A un certo punto, si sente come una brezza; che poi diventa una folata di vento; e una luce via via sempre più intensa fende la nebbiolina collosa. E davanti a me, ad una distanza indefinita, improvvisamente si materializza un incredibile corteo. Non so come definirlo: sembra una scena mitologica. Si vede una torma di cani bianchi, nordici, bellissimi, che sembrano correre ma senza muovere le zampe; e sopra al nobile branco troneggia una figura di donna piena di fulgore, con gli occhi sbarrati, fanatici, e un po’ di veli svolazzanti in dosso; e lei pare guidare il branco, indicando la direzione di marcia, protesa in avanti; e sembra fluttuare in piedi sulle schiene dei cani che la trasportano ululando; è bellissima (anche piuttosto spogliata). Io sono a bocca aperta. Il corteo passa oltre e si perde nella nebbia. Pedro si è tutto irrigidito, come sull’attenti e sembra sorridere compiaciuto. La faccia della donna-dea-cane, mi ricordava qualcuno. Minchia, no, non può essere. Ho un sospetto.
– Scusa Pedro, ma… hai visto… quella tipa, sulla schiena dei cani… ma non assomigliava…
– No, non “assomigliava” a tua moglie Luisa. Lei è Luisa. La nostra cara Luisa.
– Noo… Oddio… mia moglie… ma che ci fa qui?
– Quello che ci fai tu.
– Mia moglie è morta… Dio, no… no… Lo sapevo che non avrebbe retto… quando ha saputo di me è morta anche lei… forse anche il senso di colpa, poverina, mi aveva mandato lei a prendere la pancetta a cubetti…
– E’ morta oggi. Ma non è morta per te. Non ti preoccupare. Tu sei morto già da un anno.
– Come da un anno?
– Si sei rimasto in uno stato sospeso. Capita ai soggetti un po’ ottenebrati. Ti sei svegliato adesso, ma è un anno terrestre che sei morto…
– E lei?
-Lei è morta per un incidente stradale la scorsa notte. Non ha sofferto. E’ stato un attimo. Si era anche trovata un altro, se ti interessa. Appena morta, sta veleggiando verso il Paradiso della Beatitudine Estatica. Il suo amore per i cani la sta conducendo lì. Quello è il suo livello. Il suo era un amore sublime, purissimo. E’ in quel paradiso che vanno quelli come lei.
– Oddio… starà bene?
– Non preoccuparti di lei. Pensa a te.
– Ma la rivedrò mai?
– Non credo, francamente. Conoscendoti. Sei poco estatico, direi, a occhio e croce. Solo con la Champions andavi in estasi. Ma converrai che è un po’ poco per meritare il paradiso, non credi? Quando ti interrogheranno e ti chiederanno: cosa hai fatto della tua vita? Tu risponderai: ho visto molta Champions. Chissà se esiste un paradiso della Champions. Devi informarti.
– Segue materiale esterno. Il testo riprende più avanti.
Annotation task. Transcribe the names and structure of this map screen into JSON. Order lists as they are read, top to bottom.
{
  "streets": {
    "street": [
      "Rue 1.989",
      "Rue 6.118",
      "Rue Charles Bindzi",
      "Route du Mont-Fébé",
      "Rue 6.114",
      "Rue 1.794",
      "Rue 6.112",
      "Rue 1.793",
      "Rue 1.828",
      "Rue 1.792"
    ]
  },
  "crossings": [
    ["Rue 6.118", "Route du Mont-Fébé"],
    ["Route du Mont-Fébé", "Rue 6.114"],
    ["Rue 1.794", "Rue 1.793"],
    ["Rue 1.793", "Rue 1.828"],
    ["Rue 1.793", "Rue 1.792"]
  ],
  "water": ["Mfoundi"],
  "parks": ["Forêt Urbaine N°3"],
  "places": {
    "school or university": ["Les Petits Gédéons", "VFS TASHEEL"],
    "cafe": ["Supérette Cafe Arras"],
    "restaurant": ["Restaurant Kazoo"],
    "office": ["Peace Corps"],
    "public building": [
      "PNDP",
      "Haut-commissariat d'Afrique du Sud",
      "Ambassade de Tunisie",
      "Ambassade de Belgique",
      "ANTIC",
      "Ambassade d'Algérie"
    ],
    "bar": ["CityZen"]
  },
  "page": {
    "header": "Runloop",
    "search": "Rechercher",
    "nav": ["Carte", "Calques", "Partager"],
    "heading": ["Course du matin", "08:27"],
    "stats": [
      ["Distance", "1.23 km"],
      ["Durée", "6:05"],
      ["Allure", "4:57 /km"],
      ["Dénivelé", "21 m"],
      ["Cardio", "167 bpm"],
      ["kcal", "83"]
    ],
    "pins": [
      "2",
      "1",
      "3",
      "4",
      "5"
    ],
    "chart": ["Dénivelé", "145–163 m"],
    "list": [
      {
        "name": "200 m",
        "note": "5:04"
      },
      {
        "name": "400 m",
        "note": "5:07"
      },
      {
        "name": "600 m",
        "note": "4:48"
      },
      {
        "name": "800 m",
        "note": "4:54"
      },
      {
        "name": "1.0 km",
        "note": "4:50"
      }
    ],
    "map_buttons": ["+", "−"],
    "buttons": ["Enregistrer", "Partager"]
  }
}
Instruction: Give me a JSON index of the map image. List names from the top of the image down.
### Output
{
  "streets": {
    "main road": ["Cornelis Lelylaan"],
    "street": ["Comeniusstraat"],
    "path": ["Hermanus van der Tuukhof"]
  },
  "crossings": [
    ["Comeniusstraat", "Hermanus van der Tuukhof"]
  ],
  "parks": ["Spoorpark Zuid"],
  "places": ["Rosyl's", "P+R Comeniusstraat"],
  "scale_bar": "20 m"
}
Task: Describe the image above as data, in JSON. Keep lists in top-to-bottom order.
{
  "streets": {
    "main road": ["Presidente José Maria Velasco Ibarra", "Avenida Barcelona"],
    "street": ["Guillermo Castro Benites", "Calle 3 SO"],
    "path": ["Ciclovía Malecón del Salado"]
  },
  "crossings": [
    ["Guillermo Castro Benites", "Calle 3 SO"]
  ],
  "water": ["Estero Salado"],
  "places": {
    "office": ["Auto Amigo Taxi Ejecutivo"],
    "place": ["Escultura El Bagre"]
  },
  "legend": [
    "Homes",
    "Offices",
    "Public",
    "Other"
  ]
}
– Ma perché, qui interrogano?! Comunque, Pedro, sono basito. Hai un astio… quasi un odio…
– Lascia stare. Tanto me ne sto andando.
– Dove vai? Mi lasci qui? Pedro? Ma allora questo non è il paradiso?
– No, Antonio. E’ una specie di sala d’attesa. Io non posso restare. Ho la mia strada, la mia collocazione. Volevo solo vederti. Ciao e buona fortuna, ne hai bisogno. Vado a salutare Luisa
– Ma ci rivedremo?
– Non credo. No.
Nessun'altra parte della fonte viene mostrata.